We continue our walk down Canal Street, which, for than a century, was the main shopping district of Greater New Orleans.
Local department stores, such as Maison Blanche (right and below), and national retailers, such as Kress, anchored numerous well-known specialty retailers.
Maison Blanche's original building on Canal Street was demolished around 1908. This distinctive new building was constructed around 1908–1909. At one time there were many medical and dental offices in the top floors.
The Canal Street store was closed in 1982 by the City Stores Company and reopened in 1984. In 1997 work began to use the upper floors as part of a new Ritz-Carlton hotel. However, after Dillard's acquired the store, it was closed. The whole building, along with the neighboring Kress building, is now part of the New Orleans Ritz Carlton, which had a grand opening in 2000.
Samuel H. Kress opened his first "stationery and notions" store in Nanticoke, PA, in 1887. The chain of S. H. Kress & Co. 5-10-25 Cent Stores was established in 1896. Throughout the first half of the twentieth century Kress stores were a familiar sight on "Main Street" in hundreds of cities and towns.
The Kress chain was known for the fine architecture of its buildings. "Samuel H. Kress... envisioned his stores as works of public art that would contribute to the cityscape." A number of former Kress stores are recognized as architectural landmarks and many are listed on the National Register of Historic Places, including this 1913 building (the two photos above).
The hotel was occupied during and immediately after Hurricane Katrina. It suffered considerable damage; the basement was flooded and the electrical systems, laundry, and staff cafeteria were damaged. The Ritz-Carlton reopened on December 4, 2006, after a $106 million refurbishment.
Beginning in the 1970s with the completion of the New Orleans Marriott, Canal Street began to accommodate large convention hotels.
In recent years, Canal street has welcomed the addition of the Ritz-Carlton New Orleans, luxury apartments at 1201 Canal, the New Orleans BioInnovation Center, the Audubon Nature Institute's Audubon Insectarium, and the Astor Crowne Plaza.
The contrast between old and new architec-tural forms, in some views of the buildings within the Central Business District, is striking.
Our photography walk completed, we boarded the Canal Street streetcar to meet our shuttle back to the RV park.
As we neared the next to the last stop before our destination, we came upon this scene. We quickly exited the streetcar to watch the procession for a brief period of time. Being pressed for time, we had to wait until later to read up on the jazz funeral procession.
According to neworleans online.com, "When slaves were brought to America, the idea of providing a proper burial to your fellow brother or sister remained strong. As time passed, these same concepts that were rooted in African ideology became one of the basic principles of the social and pleasure club. As did many fraternal orders and lodges, the social and pleasure club guaranteed proper burial conditions to any member who passed. These organizations were precursors to debit insurance companies and the concept of burial insurance.

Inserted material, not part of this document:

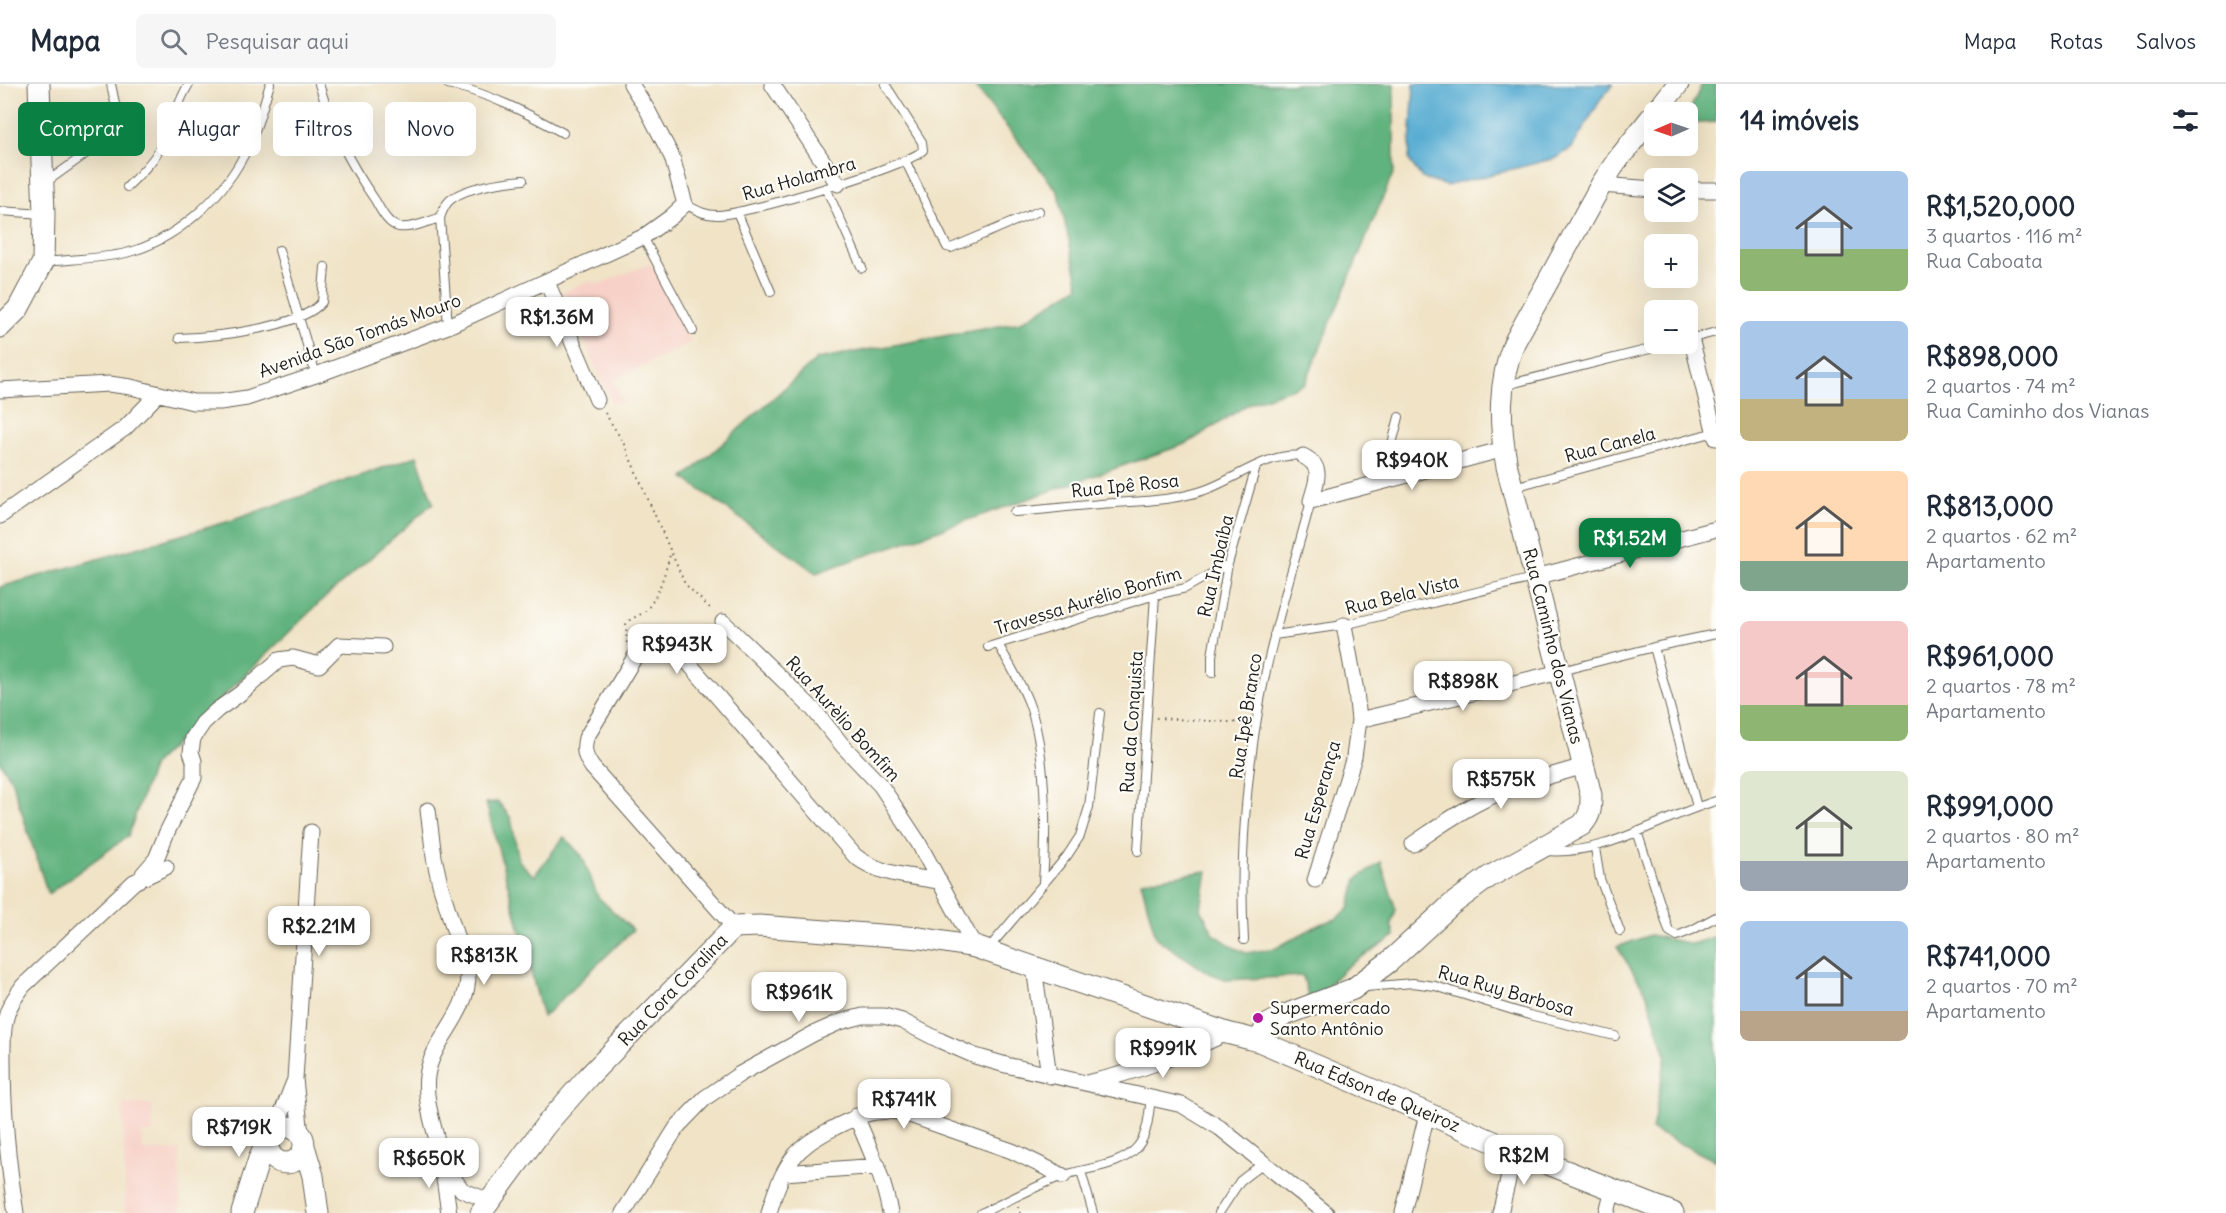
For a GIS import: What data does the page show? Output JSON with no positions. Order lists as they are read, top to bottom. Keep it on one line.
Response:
{"streets":{"street":["Avenida São Tomás Mouro","Rua Caminho dos Vianas","Rua Aurèlio Bomfim","Rua Esperança","Rua Cora Coralina","Rua Edson de Queiroz"],"lane":["Rua Holambra","Rua Canela","Rua Ipê Rosa","Rua Imbaíba","Rua Bela Vista","Travessa Aurélio Bonfim","Rua Ipê Branco","Rua da Conquista","Rua Ruy Barbosa"]},"crossings":[["Rua Holambra","Avenida São Tomás Mouro"],["Rua Canela","Rua Caminho dos Vianas"],["Rua Ipê Rosa","Rua Imbaíba"],["Rua Imbaíba","Travessa Aurélio Bonfim"],["Rua Bela Vista","Rua Caminho dos Vianas"],["Rua Bela Vista","Rua Ipê Branco"],["Rua Bela Vista","Rua Esperança"],["Travessa Aurélio Bonfim","Rua da Conquista"],["Rua Caminho dos Vianas","Rua Ruy Barbosa"],["Rua Caminho dos Vianas","Rua Edson de Queiroz"],["Rua Aurèlio Bomfim","Rua Cora Coralina"],["Rua Aurèlio Bomfim","Rua Edson de Queiroz"],["Rua Cora Coralina","Rua Edson de Queiroz"]],"places":["Supermercado Santo Antônio"],"north":"left","page":{"header":"Mapa","search":"Pesquisar aqui","nav":["Mapa","Rotas","Salvos"],"heading":"14 imóveis","map_buttons":["+","−"],"chip":["Comprar","Alugar","Filtros","Novo"],"list":[{"name":"R$1,520,000","note":"3 quartos · 116 m² · Rua Caboata"},{"name":"R$898,000","note":"2 quartos · 74 m² · Rua Caminho dos Vianas"},{"name":"R$813,000","note":"2 quartos · 62 m² · Apartamento"},{"name":"R$961,000","note":"2 quartos · 78 m² · Apartamento"},{"name":"R$991,000","note":"2 quartos · 80 m² · Apartamento"},{"name":"R$741,000","note":"2 quartos · 70 m² · Apartamento"}],"price":["R$1.36M","R$940K","R$1.52M","R$943K","R$898K","R$575K","R$2.21M","R$813K","R$961K","R$991K","R$741K","R$719K","R$2M","R$650K"]}}
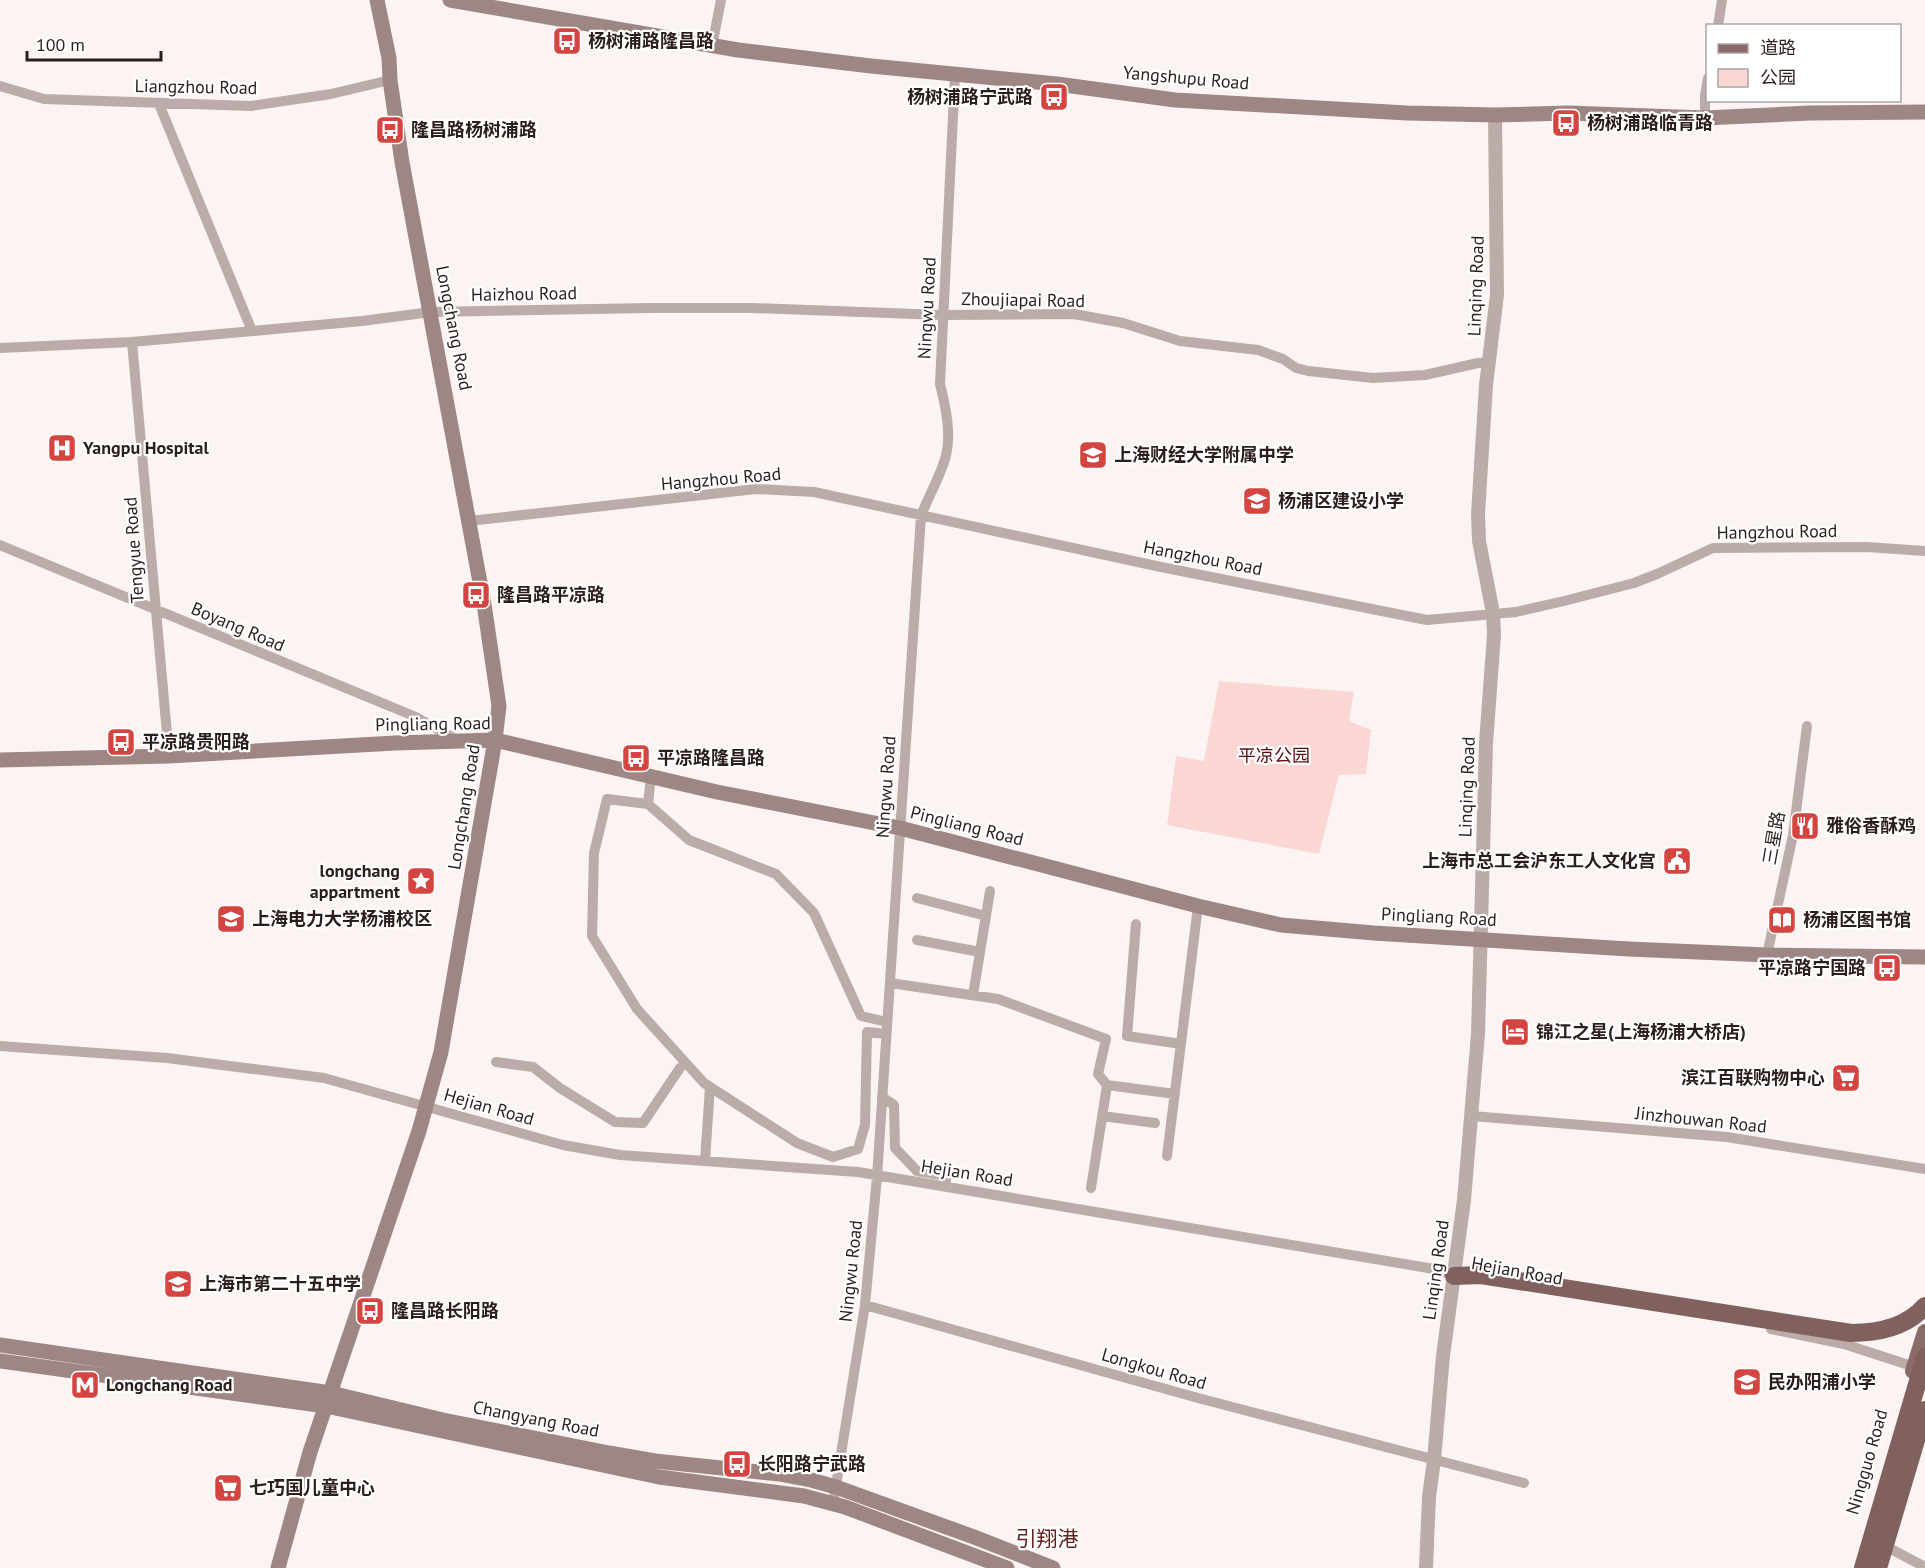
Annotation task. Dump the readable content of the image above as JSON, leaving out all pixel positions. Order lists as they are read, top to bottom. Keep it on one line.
{"streets":{"main road":["Yangshupu Road","Longchang Road","Pingliang Road","Changyang Road","Ningguo Road"],"street":["Liangzhou Road","Linqing Road","Haizhou Road","Zhoujiapai Road","Ningwu Road","Hangzhou Road","Tengyue Road","Boyang Road","三星路","Hejian Road","Jinzhouwan Road","Longkou Road"]},"crossings":[["Yangshupu Road","Linqing Road"],["Yangshupu Road","Ningwu Road"],["Liangzhou Road","Longchang Road"],["Linqing Road","Zhoujiapai Road"],["Linqing Road","Hangzhou Road"],["Linqing Road","Pingliang Road"],["Linqing Road","Hejian Road"],["Linqing Road","Jinzhouwan Road"],["Linqing Road","Longkou Road"],["Haizhou Road","Zhoujiapai Road"],["Haizhou Road","Ningwu Road"],["Haizhou Road","Longchang Road"],["Haizhou Road","Tengyue Road"],["Zhoujiapai Road","Ningwu Road"],["Ningwu Road","Hangzhou Road"],["Ningwu Road","Pingliang Road"],["Ningwu Road","Hejian Road"],["Ningwu Road","Longkou Road"],["Ningwu Road","Changyang Road"],["Longchang Road","Hangzhou Road"],["Longchang Road","Pingliang Road"],["Longchang Road","Hejian Road"],["Longchang Road","Changyang Road"],["Tengyue Road","Boyang Road"],["Tengyue Road","Pingliang Road"],["Boyang Road","Pingliang Road"],["Pingliang Road","三星路"],["Hejian Road","Ningguo Road"]],"districts":["引翔港"],"parks":["平凉公园"],"places":{"bus stop":["杨树浦路隆昌路","杨树浦路宁武路","杨树浦路临青路","隆昌路杨树浦路","隆昌路平凉路","平凉路贵阳路","平凉路隆昌路","平凉路宁国路","隆昌路长阳路","长阳路宁武路"],"hospital":["Yangpu Hospital"],"school or university":["上海财经大学附属中学","杨浦区建设小学","上海电力大学杨浦校区","上海市第二十五中学","民办阳浦小学"],"restaurant":["雅俗香酥鸡"],"public building":["上海市总工会沪东工人文化宫"],"place":["longchang appartment"],"library":["杨浦区图书馆"],"hotel":["锦江之星(上海杨浦大桥店)"],"supermarket":["滨江百联购物中心","七巧国儿童中心"],"metro station":["Longchang Road"]},"legend":["道路","公园"],"scale_bar":"100 m"}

"The practice of having music during funeral processions, Danny Barker said, was added to the basic African pattern of celebration for most aspects of life, including death. As the brass band became increasingly popular during the early 18th century, they were frequently called on to play processional music. Eileen Southern in The Music of Black Americans wrote, 'On the way to the cemetery it was customary to play very slowly and mournfully a dirge, or an 'old Negro spiritual' such as 'Nearer My God to Thee,' but on the return from the cemetery, the band would strike up a rousing, 'When the Saints Go Marching In,' or a ragtime song such as 'Didn't He Ramble'.'
"Sidney Bechet, the renowned New Orleans jazzman, after observing the celebrations of the jazz funeral, stated, 'Music here is as much a part of death as it is of life.'
"The traditional New Orleans jazz funeral is as much a part of the fabric and rich cultural traditions of New Orleans as red beans and rice."
And another custom is that of dancing. The "Second Line" is a two-step of sorts, and is quintessential New Orleans. Dancers wave around handkerchiefs or umbrellas as they move to the beat in a front and back motion.
It was brief, but it was another glimpse into the culture of Nawlins'.